(Available data)

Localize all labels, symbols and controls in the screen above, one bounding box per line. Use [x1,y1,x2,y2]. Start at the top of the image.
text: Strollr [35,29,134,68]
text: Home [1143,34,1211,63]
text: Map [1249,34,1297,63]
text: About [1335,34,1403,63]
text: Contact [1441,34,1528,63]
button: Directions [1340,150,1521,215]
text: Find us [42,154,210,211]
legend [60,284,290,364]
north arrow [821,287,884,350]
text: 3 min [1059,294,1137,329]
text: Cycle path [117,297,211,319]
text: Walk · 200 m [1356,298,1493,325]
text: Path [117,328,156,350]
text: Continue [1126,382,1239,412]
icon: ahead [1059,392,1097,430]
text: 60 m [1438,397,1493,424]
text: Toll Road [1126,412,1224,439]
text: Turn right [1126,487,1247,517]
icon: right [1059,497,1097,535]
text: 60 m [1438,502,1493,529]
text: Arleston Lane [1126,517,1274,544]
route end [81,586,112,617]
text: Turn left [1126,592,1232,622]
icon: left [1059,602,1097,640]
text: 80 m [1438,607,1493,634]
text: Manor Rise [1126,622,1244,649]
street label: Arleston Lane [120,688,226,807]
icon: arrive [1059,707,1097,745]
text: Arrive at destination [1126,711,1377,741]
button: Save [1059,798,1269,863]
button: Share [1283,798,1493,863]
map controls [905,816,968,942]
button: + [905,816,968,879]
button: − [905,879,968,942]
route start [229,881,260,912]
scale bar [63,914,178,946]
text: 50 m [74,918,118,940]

(End Available data)

### Task statement
Transcribe all entries exactly as they are given.

### Answer to this task
Localize all labels, symbols and controls in the screen above, one bounding box per line. Use [x1,y1,x2,y2]. Start at the top of the image.
text: Strollr [35,29,134,68]
text: Home [1143,34,1211,63]
text: Map [1249,34,1297,63]
text: About [1335,34,1403,63]
text: Contact [1441,34,1528,63]
button: Directions [1340,150,1521,215]
text: Find us [42,154,210,211]
legend [60,284,290,364]
north arrow [821,287,884,350]
text: 3 min [1059,294,1137,329]
text: Cycle path [117,297,211,319]
text: Walk · 200 m [1356,298,1493,325]
text: Path [117,328,156,350]
text: Continue [1126,382,1239,412]
icon: ahead [1059,392,1097,430]
text: 60 m [1438,397,1493,424]
text: Toll Road [1126,412,1224,439]
text: Turn right [1126,487,1247,517]
icon: right [1059,497,1097,535]
text: 60 m [1438,502,1493,529]
text: Arleston Lane [1126,517,1274,544]
route end [81,586,112,617]
text: Turn left [1126,592,1232,622]
icon: left [1059,602,1097,640]
text: 80 m [1438,607,1493,634]
text: Manor Rise [1126,622,1244,649]
street label: Arleston Lane [120,688,226,807]
icon: arrive [1059,707,1097,745]
text: Arrive at destination [1126,711,1377,741]
button: Save [1059,798,1269,863]
button: Share [1283,798,1493,863]
map controls [905,816,968,942]
button: + [905,816,968,879]
button: − [905,879,968,942]
route start [229,881,260,912]
scale bar [63,914,178,946]
text: 50 m [74,918,118,940]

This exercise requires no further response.